Cost of Goods Sold and profit
A company’s profit is the remainder once the cost of goods sold (COGS) is subtracted from the net sales. Now, the COGS is comprised of every cost the inventory incurs along the way, not simply the cost of purchasing it in the first place. For example, if the inventory order was not placed soon enough resulting in expedited shipping to ensure demand is met, then this adds to the COGS and decreases the profit.
Likewise, if inventory is left languishing in excess in the warehouse not being sold, it incurs storage and insurance costs which also add to the COGS and decrease profits. Therefore, the idea is to ensure inventory management (including predicting future demand, timely ordering and managing the entire supply chain) is as efficient as possible. Having this goal in mind will help to reduce the COGS and maximise a company’s take-home profits.
A great deal of thought should be given to this as the needless travel throughout the warehouse to pick products for orders can account for a significant amount of wasted labour hours; it need not be said that these wasted hours are the equivalent to wasted money and reduced profit at the end of the day.
To avoid this scenario, it is important to analyse what products are used or sold most often and to house these products close the warehouse entry so they can be picked with ease.

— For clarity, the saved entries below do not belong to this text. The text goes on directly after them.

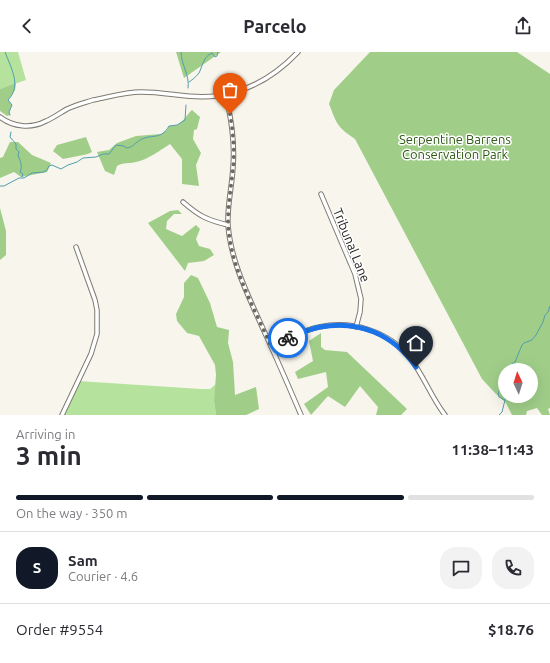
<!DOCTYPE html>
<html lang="en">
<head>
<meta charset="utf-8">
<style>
  body { margin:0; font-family:Ubuntu,sans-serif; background:#f2f2f3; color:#2b2b33; height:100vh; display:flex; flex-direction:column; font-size:15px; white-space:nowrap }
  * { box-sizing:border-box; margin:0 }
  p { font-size:13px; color:#7c7c81 }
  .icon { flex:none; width:22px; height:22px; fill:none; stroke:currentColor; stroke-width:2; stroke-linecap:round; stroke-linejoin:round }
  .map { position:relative; height:363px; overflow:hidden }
  .side { display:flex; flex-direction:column; background:#fff; flex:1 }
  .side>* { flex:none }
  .needle { width:26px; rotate:356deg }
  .tools { position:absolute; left:498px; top:311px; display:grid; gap:8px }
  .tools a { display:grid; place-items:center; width:40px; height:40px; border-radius:50%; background:#fff; box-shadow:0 4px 16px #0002; font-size:20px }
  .pin { position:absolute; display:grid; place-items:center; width:34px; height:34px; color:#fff; margin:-41px -17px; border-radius:50% 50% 50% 0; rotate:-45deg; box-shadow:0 0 4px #0007 }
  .pin .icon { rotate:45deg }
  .courier { position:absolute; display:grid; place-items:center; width:40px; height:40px; margin:-20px; border:3px solid #1a73e8; border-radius:50%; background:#fff; color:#222; box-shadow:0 1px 5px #0007 }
  .summary em { font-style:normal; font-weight:700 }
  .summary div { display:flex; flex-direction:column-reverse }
  .summary { display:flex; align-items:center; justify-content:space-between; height:68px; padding:0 16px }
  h1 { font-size:26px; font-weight:700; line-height:30px }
  .bar { display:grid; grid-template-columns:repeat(4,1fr); gap:6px 4px; align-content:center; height:48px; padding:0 16px }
  .bar i { height:5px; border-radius:3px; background:#e1e1e2 }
  .bar .selected { background:#111827 }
  .bar p { grid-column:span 4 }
  .line { display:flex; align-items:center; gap:10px; padding:0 16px; border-top:1px solid #e1e1e2 }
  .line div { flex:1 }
  .round { display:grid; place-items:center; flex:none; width:42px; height:42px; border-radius:16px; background:#f2f2f3 }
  header { display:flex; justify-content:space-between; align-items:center; height:52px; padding:0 16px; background:#fff; font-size:18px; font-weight:700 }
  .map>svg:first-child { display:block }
  .green { fill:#b5e39e }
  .forest { fill:#a0ce89; fill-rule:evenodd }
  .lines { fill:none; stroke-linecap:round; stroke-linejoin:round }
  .stream { stroke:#519fad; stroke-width:1 }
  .minor-casing { stroke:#7d7b72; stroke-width:5.5 }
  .minor { stroke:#fff; stroke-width:3.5 }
  .done { stroke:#6a6963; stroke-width:4; stroke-dasharray:0 7.2 }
  .route { stroke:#1a73e8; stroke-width:5 }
  .labels { text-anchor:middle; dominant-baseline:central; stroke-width:3; stroke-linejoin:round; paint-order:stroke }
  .park-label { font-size:13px; fill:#2f5914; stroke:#fff }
  .street-label { font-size:13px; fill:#1e1d19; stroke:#fff }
</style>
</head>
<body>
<header><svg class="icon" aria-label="back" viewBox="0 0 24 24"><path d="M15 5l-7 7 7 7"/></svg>Parcelo<svg class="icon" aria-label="share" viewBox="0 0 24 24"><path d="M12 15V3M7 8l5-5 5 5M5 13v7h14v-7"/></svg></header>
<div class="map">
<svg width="550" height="363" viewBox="0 0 550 363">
  <rect width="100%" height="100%" fill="#f8f5ec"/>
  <!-- green -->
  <path class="green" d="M 0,0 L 18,0 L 26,28 L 0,37 Z
    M 78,329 L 201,337 L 210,337 L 216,332 L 214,349 L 216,363 L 62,363 Z"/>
  <!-- forest -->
  <path class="forest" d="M 176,0 L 221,0 L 184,26 Z
    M 370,0 L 517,0 L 550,22 L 550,356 L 548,357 L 550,363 L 542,363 L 537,356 L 527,359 L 526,363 L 512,363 L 506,351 L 495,341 L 482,327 L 355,87 C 337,75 337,72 329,52 L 334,38 ZM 505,318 L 531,318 L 531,344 L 505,344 Z
    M 16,31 L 15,38 L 8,48 L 12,53 L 9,60 L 10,63 L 7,64 L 0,59 L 0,37 Z
    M 192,58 L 200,65 L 197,77 L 194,78 L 193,87 L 201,101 L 196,113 L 199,134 L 182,132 L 182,107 L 170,92 C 159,99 149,107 136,110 C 129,112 123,110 117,114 L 114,123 L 105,119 L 97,100 L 109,98 L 117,91 L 136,84 L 161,82 L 167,78 L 169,74 C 172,74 174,74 177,73 C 182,72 187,62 192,58 Z
    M 86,85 L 92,100 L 88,102 L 63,107 L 53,99 L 57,93 Z
    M 10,90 L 18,90 L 32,103 L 51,111 L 47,120 L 21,125 L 14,120 L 0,126 L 0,106 L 3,105 Z
    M 0,156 L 6,179 L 6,203 L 0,208 Z
    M 178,158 L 182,162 L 174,162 L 167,169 L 166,177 L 182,184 L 196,173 L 200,177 L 196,187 L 199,194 L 210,197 L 214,203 L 204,209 L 188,211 L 185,219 L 148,171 L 170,159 Z
    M 191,223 L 198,226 L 210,251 L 217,275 L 229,278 L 228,291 L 233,310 L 235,343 L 256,335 L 259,357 L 246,363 L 216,363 L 214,349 L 216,323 L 215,313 L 199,284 L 187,281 L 177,269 L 176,262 L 184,245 L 184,231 Z
    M 321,281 L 321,295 L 325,298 L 347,300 L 407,357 L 401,363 L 376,363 L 378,355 L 360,334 L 345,355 L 328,344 L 311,363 L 304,352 L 328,335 L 326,320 L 298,327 L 295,320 L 313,309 L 309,289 Z"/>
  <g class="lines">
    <!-- stream -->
    <path class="stream" d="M 5,0 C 11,16 22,34 8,48 L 12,53 L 9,60 L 10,63
      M 181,0 C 181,13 190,23 188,36
      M 189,30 C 192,28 196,25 199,21 C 203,13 203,5 212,1 L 215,5 L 217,4 L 218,0
      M 11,80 L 10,85 L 16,92 L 16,97 L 19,100 L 18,103 C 20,109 23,114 20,120 L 23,122 L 22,125
      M 0,134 L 4,134 L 19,126 L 24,126 L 32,121 L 44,120 L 47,118 L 49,114 L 52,113 L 61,117 L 68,113 L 77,110 L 83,106 L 96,105 L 103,102 L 109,102 L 116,93 L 124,94 L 126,96 C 133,96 135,90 142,87 C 153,82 161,88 169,74 L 177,73 L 185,68 L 186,53
      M 509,318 L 509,314 L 515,310 L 522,293 L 524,291 L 532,288 L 536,283 L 543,270 L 545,263 L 548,260 L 550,254
      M 499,363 L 502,360 L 505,348 L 499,345 L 498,342 L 505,324"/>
    <!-- minor casing -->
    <g class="minor-casing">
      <path id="minor" d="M 226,43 C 231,67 235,90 233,115 C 232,135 227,153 228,173 C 231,211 249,245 264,279 C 277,307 289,335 301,363
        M 0,65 C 13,75 31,77 46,69 C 53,66 60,61 67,57 C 76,53 84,51 93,48 C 109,45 125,40 141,40 C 174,40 198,50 232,41 C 258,34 280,19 298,0
        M 321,142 L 355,222 L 361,247 L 360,260 L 356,275
        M 183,150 C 199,164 207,168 228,173
        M 271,294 C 286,287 303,278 319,275 C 352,268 389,279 410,306 C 424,324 431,345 445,363
        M 62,363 L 91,302 L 97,282 L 97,258 L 95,248 L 76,195"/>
    </g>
    <!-- minor -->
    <use href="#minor" class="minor"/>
  </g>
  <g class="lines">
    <!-- done -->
    <path class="done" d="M 230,62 C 233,80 235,98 233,117 C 231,135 228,153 228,171 C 230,215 254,255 271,294 L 288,286"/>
    <!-- route -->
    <path class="route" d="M 288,286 C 298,282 309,277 320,275 C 359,268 393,282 416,315"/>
  </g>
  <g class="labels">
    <!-- park labels -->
    <g class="park-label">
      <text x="455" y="87">Serpentine Barrens<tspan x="455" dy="15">Conservation Park</tspan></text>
    </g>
    <!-- street labels -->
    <g class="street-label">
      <text transform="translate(352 193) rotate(68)">Tribunal Lane</text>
    </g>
  </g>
</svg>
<div class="tools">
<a><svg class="needle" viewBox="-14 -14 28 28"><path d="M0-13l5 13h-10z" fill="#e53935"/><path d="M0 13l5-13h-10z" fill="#7c7c81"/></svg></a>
</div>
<div class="pin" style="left:230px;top:62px;background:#ea580c"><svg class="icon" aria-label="bag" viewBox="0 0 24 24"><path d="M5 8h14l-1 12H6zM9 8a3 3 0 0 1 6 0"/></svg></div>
<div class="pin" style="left:416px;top:315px;background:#1f2937"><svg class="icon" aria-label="home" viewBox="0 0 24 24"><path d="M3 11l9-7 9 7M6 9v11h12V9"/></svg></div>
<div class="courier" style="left:288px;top:286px"><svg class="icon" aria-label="bike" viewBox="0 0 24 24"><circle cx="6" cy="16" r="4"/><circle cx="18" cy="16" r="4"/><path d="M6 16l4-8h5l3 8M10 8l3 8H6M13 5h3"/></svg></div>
</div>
<section class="side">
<div class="summary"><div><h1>3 min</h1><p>Arriving in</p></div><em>11:38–11:43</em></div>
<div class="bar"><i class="selected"></i><i class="selected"></i><i class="selected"></i><i></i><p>On the way · 350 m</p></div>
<div class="line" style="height:72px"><b class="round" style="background:#111827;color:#fff">S</b><div><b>Sam</b><p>Courier · 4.6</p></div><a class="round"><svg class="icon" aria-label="chat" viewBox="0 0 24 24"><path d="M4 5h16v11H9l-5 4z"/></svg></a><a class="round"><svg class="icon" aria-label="phone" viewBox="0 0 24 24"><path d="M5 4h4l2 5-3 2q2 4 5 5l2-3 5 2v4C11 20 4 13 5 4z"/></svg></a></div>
<div class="line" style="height:52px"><div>Order #9554</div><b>$18.76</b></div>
</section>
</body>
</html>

It is also important to consider how to store like items in terms of their expiratory dates. The goal is to always use items well before their expiratory dates so that the quality of all manufactured products is optimised (therefore enhancing the company’s reputation and subsequent sales) and so that no items become expired or obsolete prior to being sold.
Inventory control is reliant upon stellar record keeping and data entry. When this goes awry, incorrect quantities of products could be ordered resulting in unnecessary expenditure and over or under-stocking the warehouse. It has been found that even the most detailed human will average one error in 300 keystrokes, so those are odds you cannot afford to play with.
Incorrect data entry can also have ripple effects over the entire supply chain which could affect efficiency significantly. The result of this is adding to the cost of the product which, as previously mentioned, decreases the company’s eventual profits. Inventory management software is vital for a growing, inventory-based business to ensure nothing goes unnoticed and human errors do not creep in which cost the bottom line dearly.
Inventory representing lost opportunity costs
When inventory accumulates in excess, it represents cash that is tied up and cannot be used elsewhere. This is called lost opportunity costs, and simply means that a company loses other, possibly better opportunities, because their cash is not usable. If that money could be better spent on marketing or development initiatives that could generate more profit rather than hoping a product will eventually sell, the company is forgoing an important opportunity to spend wisely to invest and see a return in the form of profit.
It is exceedingly important to understand the relationship between inventory control and profit and how changes in inventory can impact a company’s profit both positively and negatively. To gain this understanding without learning it the hard way, it requires implementing systems that will facilitate your dream of an efficient supply chain and inventory management.